On March 8, 2018, the Company filed a Registration Statement on Form S-3ASR (the “2018 Shelf Registration Statement”) covering the potential offering, issuance, and sale of an indeterminate amount of common stock, preferred stock, debt securities, warrants and/or units. In March 2019, the Company completed a follow-on offering under the 2018 Shelf Registration Statement pursuant to which the Company issued 5,663,750 shares of common stock at a price of $51.00 per share, which includes 738,750 shares sold directly to the underwriters upon exercise of their option to purchase up to 738,750 shares of the Company’s common stock within 30 days of the offering. During the three months ended March 31, 2019, the Company received proceeds totaling approximately $271.2 million from the offering, net of underwriting discounts and commissions and offering expenses.
As of March 31, 2019, the Company had $628.3 million of cash, cash equivalents and investments (short-term and long-term) and management believes that these amounts will be sufficient to meet the Company’s anticipated operating and capital expenditure requirements for the twelve months following the date of this Form 10-Q. Management’s belief with respect to its ability to fund operations is based on estimates that are subject to risks and uncertainties. If actual results are different from management’s estimates, the Company may need to seek additional funding.

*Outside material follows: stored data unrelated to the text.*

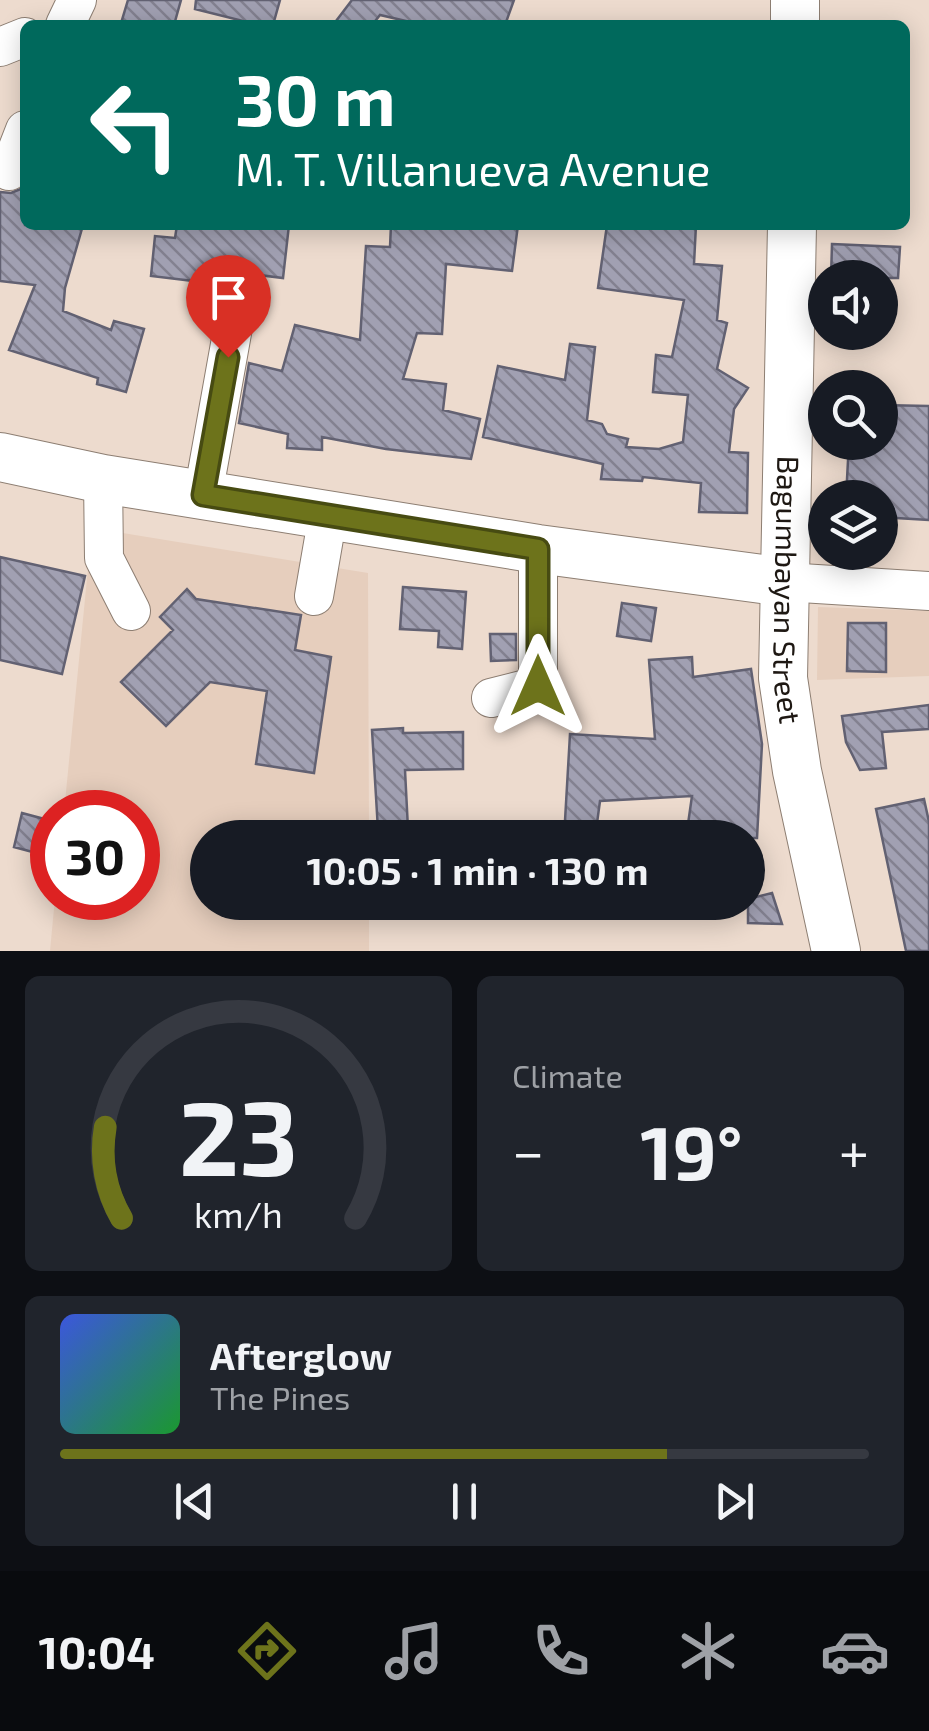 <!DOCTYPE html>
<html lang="en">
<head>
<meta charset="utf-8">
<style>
  :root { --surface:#171b24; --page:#20242c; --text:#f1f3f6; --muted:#9ea1a6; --line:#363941; --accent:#6d731b }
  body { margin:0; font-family:"Exo 2",sans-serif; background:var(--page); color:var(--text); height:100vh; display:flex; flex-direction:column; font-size:38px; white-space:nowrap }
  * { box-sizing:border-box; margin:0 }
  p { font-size:32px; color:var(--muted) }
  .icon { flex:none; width:55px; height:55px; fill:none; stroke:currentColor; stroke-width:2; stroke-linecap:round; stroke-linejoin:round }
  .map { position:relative; height:951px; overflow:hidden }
  .details { display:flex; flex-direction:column; gap:25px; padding:25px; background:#0d0f14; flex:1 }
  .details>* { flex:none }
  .banner { position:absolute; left:20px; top:20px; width:890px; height:210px; border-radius:15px; box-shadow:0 5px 25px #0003; background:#00695c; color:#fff; overflow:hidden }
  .tools { position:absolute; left:808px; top:260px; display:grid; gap:20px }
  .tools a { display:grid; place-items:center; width:90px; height:90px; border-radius:50%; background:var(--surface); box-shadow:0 5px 25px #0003; font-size:50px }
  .speed { position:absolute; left:30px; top:790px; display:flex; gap:20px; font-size:50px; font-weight:700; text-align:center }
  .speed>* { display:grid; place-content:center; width:130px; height:130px; border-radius:50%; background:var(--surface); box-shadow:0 5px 25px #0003; line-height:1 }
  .speed .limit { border:15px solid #d22; background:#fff; color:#111 }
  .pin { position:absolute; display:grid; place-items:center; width:85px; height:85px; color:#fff; margin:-102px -42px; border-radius:50% 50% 50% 0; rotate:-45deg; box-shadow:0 0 10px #0007 }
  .pin .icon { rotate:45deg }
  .me { position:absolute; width:110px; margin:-55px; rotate:0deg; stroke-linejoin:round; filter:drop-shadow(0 0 8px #0008) }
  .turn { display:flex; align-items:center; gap:35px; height:210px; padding:0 50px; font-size:45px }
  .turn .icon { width:130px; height:130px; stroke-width:2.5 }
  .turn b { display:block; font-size:70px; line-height:85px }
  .big { font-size:75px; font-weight:700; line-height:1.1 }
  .details .widget { flex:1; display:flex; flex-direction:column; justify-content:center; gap:15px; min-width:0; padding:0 35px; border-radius:15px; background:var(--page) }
  .details .dial { align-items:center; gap:0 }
  .dial svg { height:260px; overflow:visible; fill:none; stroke:var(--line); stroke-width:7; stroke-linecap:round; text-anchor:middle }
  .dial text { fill:var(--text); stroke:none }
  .song { display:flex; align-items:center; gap:30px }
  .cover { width:120px; height:120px; border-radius:15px; background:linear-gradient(135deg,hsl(230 70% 55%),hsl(130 70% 35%)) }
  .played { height:10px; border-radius:5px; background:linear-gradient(90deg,var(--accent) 75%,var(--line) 75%) }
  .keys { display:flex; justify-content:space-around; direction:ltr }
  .heat { display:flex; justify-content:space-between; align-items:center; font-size:55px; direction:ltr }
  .details .tiles { flex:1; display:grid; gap:25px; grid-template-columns:1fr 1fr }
  .widget:last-child { grid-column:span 2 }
  .trip { position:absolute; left:190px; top:820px; width:575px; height:100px; border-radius:50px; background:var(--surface); box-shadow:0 5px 25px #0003; font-weight:700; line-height:100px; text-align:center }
  .menu { display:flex; height:160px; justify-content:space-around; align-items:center; background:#090b0e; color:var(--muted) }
  .menu .icon { width:70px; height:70px }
  .menu .active { color:var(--accent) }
  .menu b { font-size:45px; color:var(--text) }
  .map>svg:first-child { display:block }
</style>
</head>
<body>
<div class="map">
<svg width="929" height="951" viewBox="0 0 929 951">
  <defs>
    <pattern id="building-back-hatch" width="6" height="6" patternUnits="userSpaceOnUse" patternTransform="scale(2.5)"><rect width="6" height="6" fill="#a1a0b2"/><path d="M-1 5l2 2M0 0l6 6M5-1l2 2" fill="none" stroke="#838190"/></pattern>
  </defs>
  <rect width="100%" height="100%" fill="#eddbce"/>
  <path fill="#e6cebd" d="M92,528l276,45 1,264 -161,1v64l161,1v48h-319l5,-53h83v-86h-74z
    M818,607l111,4v65l-112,4z"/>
  <path fill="url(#building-back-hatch)" stroke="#626172" stroke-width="2.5" d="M128,0h53l-7,25h-35l-17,-5z
    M196,0h84l-7,25h-14l-64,-16z
    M352,0h162l-9,25h-82l-43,-10 -8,10h-39z
    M23,188l2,37h58l-18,63 -2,23 48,19 3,-9 30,8 -18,63 -29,-8 1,-6 -89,-28 26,-65 -35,-4v-89l11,1z
    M177,225h112l-6,53 -80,-10 -1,14 -51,-6 4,-40 20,2z
    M391,225l83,3v-3h44l-6,46 -66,-7 -4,70 -25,-1 -14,46 43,5 -3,26 37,9 -9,40 -85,-10 -64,-12v13l-35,-2 1,-14 -49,-11 10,-60 33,8 13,-46 65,15 6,-94 24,1z
    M607,225h89l-2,39 28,2 -5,54 10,3 -10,46 31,19 -14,21 -5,43 19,1 -1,60 -48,-1 2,-29 -58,-6 -1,4 -41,-2 2,-15 -120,-27 15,-71 67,14 5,-36 25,3 -8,73 15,4 5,10 21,5 -2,8 33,2 24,-7 5,-47 -35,-3 3,-37 16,2 12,-57 -86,-12z
    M832,244l68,3 -2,31h-67z
    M880,405l49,1v114l-49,-3v-19h-34l3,-56h31z
    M0,557l85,19 -23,98 -62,-14z
    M403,587l63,5 -4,57 -24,-2 1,-16 -39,-2z
    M187,589l9,10 105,16 -6,35 36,7 -17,116 -58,-9 11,-73 -57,-9 -44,44 -45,-44 52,-52 -13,-13z
    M622,603l34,5 -5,33 -34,-5z
    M848,623h38v49l-39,-1z
    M490,634h26v26l-25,1z
    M692,657l1,20 58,-8 11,75 -5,94h-71l6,-42 -92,5 -5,37h-31l6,-104 85,5 -6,-79z
    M929,705v24l-47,3 4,36 -26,2 -14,-28 -4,-26z
    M403,728v5l60,-1v37l-58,1 3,59 -30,1 -6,-100z
    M924,799l5,23v129h-23l-30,-142z
    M22,813l26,7 -8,34 -26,-7z
    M772,893l10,31 -34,-1v-24z"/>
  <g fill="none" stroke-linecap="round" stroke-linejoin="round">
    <defs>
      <path id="minor" d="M65,25l12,-25
        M0,47l25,-10
        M9,171l16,-41
        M103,479l1,79 27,53
        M203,495l31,-173
        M785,582l144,9
        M314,596l14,-81
        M491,698l47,-12v-137"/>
      <g id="major">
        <path d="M795,25v-25"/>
        <path id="s1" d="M792,225l-9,453 14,93 39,180"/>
        <path d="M0,457l103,22 435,70 247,33"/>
      </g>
    </defs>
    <use href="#minor" stroke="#8d7e72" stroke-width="40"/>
    <use href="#major" stroke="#8d7e72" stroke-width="50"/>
    <use href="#minor" stroke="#fff" stroke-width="38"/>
    <use href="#major" stroke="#fff" stroke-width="48"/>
  </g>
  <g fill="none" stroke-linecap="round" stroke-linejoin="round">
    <defs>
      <path id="route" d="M228,357l-25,138 335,54v137"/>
    </defs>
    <use href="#route" stroke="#474b12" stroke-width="25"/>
    <use href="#route" stroke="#6d731b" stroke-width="18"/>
  </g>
  <g text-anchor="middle" stroke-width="8" stroke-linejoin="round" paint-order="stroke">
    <g font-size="30" fill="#1e1813" stroke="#eddbce">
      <text dy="10" stroke="none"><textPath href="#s1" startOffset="365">Bagumbayan Street</textPath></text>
    </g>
  </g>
</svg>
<div class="tools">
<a><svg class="icon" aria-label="sound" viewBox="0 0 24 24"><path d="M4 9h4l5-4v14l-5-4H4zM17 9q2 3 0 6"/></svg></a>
<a><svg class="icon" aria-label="search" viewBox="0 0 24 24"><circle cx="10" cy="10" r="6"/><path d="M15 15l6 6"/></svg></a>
<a><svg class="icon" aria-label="layers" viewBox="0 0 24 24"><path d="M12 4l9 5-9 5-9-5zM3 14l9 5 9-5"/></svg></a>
</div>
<div class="speed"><div class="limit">30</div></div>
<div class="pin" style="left:228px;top:357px;background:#d93025"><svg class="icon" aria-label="arrive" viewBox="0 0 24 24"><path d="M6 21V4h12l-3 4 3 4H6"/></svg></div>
<svg class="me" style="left:538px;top:686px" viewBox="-20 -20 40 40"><path d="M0-17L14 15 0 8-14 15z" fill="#6d731b" stroke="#fff" stroke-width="4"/></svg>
<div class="trip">10:05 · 1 min · 130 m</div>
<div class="banner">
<div class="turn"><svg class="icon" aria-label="left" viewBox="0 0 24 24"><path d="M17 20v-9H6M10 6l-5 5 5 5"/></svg><div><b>30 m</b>M. T. Villanueva Avenue</div></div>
</div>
</div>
<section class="details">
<div class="tiles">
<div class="widget dial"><svg viewBox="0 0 100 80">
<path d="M14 69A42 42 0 1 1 86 69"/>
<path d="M14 69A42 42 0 0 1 9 41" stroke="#6d731b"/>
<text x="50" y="56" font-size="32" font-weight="700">23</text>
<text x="50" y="72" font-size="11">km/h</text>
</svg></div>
<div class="widget"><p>Climate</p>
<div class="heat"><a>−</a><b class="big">19°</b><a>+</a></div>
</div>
<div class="widget">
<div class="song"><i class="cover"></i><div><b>Afterglow</b><p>The Pines</p></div></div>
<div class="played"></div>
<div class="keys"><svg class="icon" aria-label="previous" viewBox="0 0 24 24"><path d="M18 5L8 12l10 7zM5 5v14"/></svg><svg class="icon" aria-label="pause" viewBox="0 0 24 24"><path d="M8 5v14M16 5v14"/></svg><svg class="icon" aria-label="next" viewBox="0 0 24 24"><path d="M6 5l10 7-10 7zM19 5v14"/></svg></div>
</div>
</div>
</section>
<nav class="menu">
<b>10:04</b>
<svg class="icon active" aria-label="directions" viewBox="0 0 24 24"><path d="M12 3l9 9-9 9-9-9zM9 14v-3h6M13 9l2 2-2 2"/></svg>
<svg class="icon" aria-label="music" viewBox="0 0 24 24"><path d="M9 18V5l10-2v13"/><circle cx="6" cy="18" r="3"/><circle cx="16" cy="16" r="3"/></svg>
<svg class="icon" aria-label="phone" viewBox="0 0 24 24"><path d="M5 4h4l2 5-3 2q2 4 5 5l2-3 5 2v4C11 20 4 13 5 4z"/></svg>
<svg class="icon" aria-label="climate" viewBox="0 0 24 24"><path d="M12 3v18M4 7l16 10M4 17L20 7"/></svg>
<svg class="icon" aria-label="car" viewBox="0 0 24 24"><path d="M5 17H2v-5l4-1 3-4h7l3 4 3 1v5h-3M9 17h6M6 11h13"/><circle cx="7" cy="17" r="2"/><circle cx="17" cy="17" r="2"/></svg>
</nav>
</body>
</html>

2. Basis of Presentation and Summary of Significant Accounting Policies
Basis of Presentation
The accompanying condensed consolidated financial statements are unaudited, include the Company’s accounts and those of its wholly-owned subsidiary and have been prepared in conformity with accounting principles generally accepted in the United States of America (“GAAP”).
The Company currently operates in one business segment, which is the identification, development and commercialization of therapies for the treatment of serious and neglected rare cardiovascular diseases and has a single reporting and operating unit. These interim statements, in the opinion of management, reflect all normal recurring adjustments necessary for the fair presentation of the Company’s financial position and results of operations for the interim periods ended March 31, 2019 and 2018.